_REQUIREMENT_.
Please retype, unchanged, each line from the top of the material below through the line where "0,100% 100%,50% 72%,0" appears.

--- MATERIAL SHOWN Enclosed Below ---

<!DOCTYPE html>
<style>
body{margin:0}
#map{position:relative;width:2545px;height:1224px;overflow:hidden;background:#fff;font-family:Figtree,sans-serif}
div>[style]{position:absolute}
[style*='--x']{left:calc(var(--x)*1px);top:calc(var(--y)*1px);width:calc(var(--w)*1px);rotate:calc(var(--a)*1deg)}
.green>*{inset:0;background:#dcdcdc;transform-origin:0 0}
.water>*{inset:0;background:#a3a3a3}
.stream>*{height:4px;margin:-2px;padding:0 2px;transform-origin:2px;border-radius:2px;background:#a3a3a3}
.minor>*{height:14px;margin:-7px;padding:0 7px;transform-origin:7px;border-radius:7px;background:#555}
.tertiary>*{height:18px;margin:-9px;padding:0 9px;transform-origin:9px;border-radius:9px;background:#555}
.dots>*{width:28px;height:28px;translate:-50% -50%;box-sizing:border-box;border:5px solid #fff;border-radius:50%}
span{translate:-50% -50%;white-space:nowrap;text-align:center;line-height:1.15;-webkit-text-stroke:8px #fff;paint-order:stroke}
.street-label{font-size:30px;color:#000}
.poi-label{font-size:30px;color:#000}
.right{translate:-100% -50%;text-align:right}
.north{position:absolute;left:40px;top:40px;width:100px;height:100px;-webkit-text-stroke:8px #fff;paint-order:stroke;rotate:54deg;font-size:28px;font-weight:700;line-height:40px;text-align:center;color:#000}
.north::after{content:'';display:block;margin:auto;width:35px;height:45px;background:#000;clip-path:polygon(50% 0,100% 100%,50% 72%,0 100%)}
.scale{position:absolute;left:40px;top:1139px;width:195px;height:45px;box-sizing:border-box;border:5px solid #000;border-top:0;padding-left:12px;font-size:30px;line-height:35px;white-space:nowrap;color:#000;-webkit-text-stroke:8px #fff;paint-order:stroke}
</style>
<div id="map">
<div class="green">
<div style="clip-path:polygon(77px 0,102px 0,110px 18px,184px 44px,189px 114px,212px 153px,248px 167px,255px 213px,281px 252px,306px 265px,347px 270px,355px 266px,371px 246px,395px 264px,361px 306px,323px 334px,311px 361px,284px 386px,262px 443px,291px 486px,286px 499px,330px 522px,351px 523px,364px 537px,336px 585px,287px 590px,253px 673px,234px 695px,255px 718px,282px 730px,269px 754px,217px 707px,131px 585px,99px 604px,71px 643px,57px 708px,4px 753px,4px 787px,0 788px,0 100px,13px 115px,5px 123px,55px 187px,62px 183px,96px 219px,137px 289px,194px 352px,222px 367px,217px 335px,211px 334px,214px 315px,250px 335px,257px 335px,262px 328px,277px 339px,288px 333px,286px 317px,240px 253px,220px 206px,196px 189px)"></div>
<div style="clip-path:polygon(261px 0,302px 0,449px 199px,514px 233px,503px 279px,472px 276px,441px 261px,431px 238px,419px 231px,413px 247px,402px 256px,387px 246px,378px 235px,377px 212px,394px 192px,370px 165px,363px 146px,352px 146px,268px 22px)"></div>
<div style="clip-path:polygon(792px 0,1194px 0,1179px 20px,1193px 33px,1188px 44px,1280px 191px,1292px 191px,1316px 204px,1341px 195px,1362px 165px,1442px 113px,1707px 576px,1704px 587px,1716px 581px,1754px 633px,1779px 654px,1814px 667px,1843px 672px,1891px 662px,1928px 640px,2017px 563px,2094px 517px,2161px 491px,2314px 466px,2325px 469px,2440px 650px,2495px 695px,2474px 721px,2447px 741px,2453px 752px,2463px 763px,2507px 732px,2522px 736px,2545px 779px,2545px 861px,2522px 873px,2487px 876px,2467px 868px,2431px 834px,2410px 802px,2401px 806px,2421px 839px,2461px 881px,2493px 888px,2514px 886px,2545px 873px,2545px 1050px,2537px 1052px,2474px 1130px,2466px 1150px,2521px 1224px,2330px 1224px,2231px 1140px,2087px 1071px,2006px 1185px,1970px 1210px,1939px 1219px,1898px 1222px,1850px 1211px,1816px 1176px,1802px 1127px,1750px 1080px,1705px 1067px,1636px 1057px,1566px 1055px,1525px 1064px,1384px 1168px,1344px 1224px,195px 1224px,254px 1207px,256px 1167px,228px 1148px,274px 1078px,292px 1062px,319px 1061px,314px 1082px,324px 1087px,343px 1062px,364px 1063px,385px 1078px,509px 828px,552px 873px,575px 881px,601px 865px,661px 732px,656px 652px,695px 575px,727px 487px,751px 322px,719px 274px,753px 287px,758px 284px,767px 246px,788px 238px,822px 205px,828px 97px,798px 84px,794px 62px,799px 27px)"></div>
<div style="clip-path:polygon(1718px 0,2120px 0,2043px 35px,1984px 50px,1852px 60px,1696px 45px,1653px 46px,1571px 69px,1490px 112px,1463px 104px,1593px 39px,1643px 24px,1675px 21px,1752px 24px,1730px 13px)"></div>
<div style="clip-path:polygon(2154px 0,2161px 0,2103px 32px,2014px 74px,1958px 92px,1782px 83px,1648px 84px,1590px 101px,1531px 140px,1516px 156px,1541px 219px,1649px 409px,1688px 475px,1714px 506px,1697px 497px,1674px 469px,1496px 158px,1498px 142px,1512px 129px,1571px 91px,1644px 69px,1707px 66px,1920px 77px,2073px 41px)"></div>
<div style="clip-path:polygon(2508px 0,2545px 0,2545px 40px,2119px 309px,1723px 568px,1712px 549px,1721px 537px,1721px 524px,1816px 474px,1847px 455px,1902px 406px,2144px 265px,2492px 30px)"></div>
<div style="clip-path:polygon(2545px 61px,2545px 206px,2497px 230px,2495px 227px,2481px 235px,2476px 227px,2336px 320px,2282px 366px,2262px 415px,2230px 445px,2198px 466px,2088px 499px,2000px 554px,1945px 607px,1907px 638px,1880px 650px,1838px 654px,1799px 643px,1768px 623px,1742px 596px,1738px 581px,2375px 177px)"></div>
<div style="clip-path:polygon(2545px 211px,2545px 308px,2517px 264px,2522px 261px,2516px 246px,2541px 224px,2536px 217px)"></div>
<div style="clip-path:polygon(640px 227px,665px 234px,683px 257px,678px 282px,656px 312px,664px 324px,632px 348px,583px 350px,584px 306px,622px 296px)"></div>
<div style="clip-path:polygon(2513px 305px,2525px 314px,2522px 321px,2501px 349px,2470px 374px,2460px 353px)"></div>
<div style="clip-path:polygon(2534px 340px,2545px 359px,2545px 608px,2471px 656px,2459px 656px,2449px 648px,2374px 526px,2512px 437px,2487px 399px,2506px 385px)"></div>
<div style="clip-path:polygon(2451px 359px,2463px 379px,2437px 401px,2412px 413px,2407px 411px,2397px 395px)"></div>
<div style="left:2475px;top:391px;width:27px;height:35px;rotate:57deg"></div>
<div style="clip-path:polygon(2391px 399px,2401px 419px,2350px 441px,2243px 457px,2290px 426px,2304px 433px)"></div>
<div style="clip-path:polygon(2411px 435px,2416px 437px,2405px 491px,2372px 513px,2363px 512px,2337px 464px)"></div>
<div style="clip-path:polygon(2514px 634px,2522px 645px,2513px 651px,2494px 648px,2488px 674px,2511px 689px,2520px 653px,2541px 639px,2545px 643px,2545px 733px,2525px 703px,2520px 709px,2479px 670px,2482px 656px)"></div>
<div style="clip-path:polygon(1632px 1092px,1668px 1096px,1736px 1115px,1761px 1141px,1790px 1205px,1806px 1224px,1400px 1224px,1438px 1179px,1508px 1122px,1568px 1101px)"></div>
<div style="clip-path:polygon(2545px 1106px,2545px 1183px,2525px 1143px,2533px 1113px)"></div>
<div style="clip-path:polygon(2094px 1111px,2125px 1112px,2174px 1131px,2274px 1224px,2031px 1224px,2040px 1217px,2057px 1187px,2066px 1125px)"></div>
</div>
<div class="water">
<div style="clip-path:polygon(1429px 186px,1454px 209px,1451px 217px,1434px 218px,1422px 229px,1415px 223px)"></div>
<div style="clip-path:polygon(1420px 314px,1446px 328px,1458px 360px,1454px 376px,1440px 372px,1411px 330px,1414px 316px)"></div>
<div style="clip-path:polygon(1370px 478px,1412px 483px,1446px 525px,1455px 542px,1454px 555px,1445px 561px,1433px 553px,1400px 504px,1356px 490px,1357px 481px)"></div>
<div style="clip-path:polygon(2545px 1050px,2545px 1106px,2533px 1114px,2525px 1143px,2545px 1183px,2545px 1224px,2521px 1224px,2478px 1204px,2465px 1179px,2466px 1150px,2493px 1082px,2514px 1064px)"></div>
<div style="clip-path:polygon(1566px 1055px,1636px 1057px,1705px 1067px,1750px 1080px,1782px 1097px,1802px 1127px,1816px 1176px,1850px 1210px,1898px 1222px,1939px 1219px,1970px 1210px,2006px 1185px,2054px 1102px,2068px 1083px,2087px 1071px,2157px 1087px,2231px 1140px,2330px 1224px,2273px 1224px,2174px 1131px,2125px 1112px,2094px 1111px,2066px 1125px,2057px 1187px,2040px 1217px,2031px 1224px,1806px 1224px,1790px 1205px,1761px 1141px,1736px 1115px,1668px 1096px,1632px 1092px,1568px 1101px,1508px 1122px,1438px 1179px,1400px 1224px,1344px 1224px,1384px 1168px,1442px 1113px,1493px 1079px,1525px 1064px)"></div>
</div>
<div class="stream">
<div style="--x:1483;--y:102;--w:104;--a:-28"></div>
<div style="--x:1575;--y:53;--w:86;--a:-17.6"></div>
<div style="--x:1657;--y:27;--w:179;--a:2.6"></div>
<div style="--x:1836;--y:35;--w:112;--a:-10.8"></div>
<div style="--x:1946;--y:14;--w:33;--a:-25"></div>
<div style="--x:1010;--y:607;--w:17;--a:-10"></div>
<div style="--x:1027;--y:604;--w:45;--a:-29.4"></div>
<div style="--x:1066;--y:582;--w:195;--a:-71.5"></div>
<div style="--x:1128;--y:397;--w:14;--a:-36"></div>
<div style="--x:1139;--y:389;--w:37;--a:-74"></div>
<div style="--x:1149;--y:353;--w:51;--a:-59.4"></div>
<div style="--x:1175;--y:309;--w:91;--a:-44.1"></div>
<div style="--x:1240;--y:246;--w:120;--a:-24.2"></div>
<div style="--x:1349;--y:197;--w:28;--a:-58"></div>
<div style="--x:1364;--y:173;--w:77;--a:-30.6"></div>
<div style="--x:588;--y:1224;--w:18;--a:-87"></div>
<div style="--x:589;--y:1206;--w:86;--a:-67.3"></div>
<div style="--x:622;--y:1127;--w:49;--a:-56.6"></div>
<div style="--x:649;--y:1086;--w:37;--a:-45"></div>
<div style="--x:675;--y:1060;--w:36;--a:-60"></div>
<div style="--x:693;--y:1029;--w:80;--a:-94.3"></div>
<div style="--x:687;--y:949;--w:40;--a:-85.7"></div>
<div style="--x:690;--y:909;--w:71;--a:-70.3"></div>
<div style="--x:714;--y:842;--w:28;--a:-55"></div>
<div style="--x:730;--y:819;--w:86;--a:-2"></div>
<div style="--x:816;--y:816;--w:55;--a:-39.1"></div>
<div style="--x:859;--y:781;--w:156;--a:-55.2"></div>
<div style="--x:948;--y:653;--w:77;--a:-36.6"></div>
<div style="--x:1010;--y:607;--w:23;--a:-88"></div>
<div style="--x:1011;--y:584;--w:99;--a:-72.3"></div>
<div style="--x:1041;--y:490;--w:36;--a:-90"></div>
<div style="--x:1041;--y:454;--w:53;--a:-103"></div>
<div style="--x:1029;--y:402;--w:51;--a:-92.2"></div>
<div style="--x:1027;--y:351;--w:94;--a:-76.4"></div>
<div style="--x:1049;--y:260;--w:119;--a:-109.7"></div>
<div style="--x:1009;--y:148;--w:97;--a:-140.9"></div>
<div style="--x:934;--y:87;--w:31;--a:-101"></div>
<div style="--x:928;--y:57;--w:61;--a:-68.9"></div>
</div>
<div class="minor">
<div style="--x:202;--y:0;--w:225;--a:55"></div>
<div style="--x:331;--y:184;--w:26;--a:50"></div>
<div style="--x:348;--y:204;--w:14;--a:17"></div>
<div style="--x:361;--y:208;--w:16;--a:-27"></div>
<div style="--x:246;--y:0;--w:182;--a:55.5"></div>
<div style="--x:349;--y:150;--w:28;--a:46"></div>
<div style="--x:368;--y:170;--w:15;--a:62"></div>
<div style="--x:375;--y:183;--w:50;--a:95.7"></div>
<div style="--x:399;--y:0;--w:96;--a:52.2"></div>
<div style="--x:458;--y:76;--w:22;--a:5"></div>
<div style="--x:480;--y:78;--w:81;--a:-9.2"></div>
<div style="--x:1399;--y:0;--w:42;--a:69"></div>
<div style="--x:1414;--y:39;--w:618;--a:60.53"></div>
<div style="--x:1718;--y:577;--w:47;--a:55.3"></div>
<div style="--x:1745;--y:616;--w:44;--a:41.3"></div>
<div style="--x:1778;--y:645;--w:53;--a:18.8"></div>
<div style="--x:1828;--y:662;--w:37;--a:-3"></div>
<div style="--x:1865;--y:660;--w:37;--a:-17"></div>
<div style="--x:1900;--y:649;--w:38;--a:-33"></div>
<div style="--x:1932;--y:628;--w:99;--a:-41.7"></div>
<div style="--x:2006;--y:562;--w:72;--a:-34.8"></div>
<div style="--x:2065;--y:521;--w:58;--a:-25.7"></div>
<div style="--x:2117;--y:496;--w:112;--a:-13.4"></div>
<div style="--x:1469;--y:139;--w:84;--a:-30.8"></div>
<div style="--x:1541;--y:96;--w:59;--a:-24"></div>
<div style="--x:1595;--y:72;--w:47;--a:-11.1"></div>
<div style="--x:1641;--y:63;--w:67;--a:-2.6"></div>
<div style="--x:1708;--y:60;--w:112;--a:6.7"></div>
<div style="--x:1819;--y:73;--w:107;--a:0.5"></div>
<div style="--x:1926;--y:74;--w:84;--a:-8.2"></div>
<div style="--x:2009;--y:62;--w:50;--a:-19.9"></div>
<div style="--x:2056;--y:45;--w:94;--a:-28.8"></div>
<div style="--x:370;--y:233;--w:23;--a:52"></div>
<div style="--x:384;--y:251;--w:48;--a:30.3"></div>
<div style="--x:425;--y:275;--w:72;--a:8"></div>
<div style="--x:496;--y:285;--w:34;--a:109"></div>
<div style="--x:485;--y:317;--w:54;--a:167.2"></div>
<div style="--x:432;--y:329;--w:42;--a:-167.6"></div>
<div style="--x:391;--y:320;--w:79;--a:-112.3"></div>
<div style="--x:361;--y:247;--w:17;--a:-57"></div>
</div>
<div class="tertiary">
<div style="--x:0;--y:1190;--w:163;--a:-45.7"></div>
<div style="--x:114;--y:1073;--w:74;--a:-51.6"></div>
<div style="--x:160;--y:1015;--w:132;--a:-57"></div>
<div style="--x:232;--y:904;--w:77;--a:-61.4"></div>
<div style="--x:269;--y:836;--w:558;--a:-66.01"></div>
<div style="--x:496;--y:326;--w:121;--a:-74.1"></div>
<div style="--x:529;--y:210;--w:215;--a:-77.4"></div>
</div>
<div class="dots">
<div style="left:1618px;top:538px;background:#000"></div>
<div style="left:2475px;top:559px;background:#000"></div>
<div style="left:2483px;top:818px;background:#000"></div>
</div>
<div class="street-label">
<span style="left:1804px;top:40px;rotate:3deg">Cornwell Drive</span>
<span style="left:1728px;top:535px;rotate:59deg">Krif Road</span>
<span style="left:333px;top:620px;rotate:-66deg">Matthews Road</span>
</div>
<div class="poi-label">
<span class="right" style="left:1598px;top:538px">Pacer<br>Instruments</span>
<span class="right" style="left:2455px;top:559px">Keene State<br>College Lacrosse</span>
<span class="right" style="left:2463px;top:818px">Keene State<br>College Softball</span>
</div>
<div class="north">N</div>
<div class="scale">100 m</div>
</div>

--- End of Enclosed MATERIAL SHOWN ---

_YOUR RESPONSE_.
<!DOCTYPE html>
<style>
body{margin:0}
#map{position:relative;width:2545px;height:1224px;overflow:hidden;background:#fff;font-family:Figtree,sans-serif}
div>[style]{position:absolute}
[style*='--x']{left:calc(var(--x)*1px);top:calc(var(--y)*1px);width:calc(var(--w)*1px);rotate:calc(var(--a)*1deg)}
.green>*{inset:0;background:#dcdcdc;transform-origin:0 0}
.water>*{inset:0;background:#a3a3a3}
.stream>*{height:4px;margin:-2px;padding:0 2px;transform-origin:2px;border-radius:2px;background:#a3a3a3}
.minor>*{height:14px;margin:-7px;padding:0 7px;transform-origin:7px;border-radius:7px;background:#555}
.tertiary>*{height:18px;margin:-9px;padding:0 9px;transform-origin:9px;border-radius:9px;background:#555}
.dots>*{width:28px;height:28px;translate:-50% -50%;box-sizing:border-box;border:5px solid #fff;border-radius:50%}
span{translate:-50% -50%;white-space:nowrap;text-align:center;line-height:1.15;-webkit-text-stroke:8px #fff;paint-order:stroke}
.street-label{font-size:30px;color:#000}
.poi-label{font-size:30px;color:#000}
.right{translate:-100% -50%;text-align:right}
.north{position:absolute;left:40px;top:40px;width:100px;height:100px;-webkit-text-stroke:8px #fff;paint-order:stroke;rotate:54deg;font-size:28px;font-weight:700;line-height:40px;text-align:center;color:#000}
.north::after{content:'';display:block;margin:auto;width:35px;height:45px;background:#000;clip-path:polygon(50% 0,100% 100%,50% 72%,0 100%)}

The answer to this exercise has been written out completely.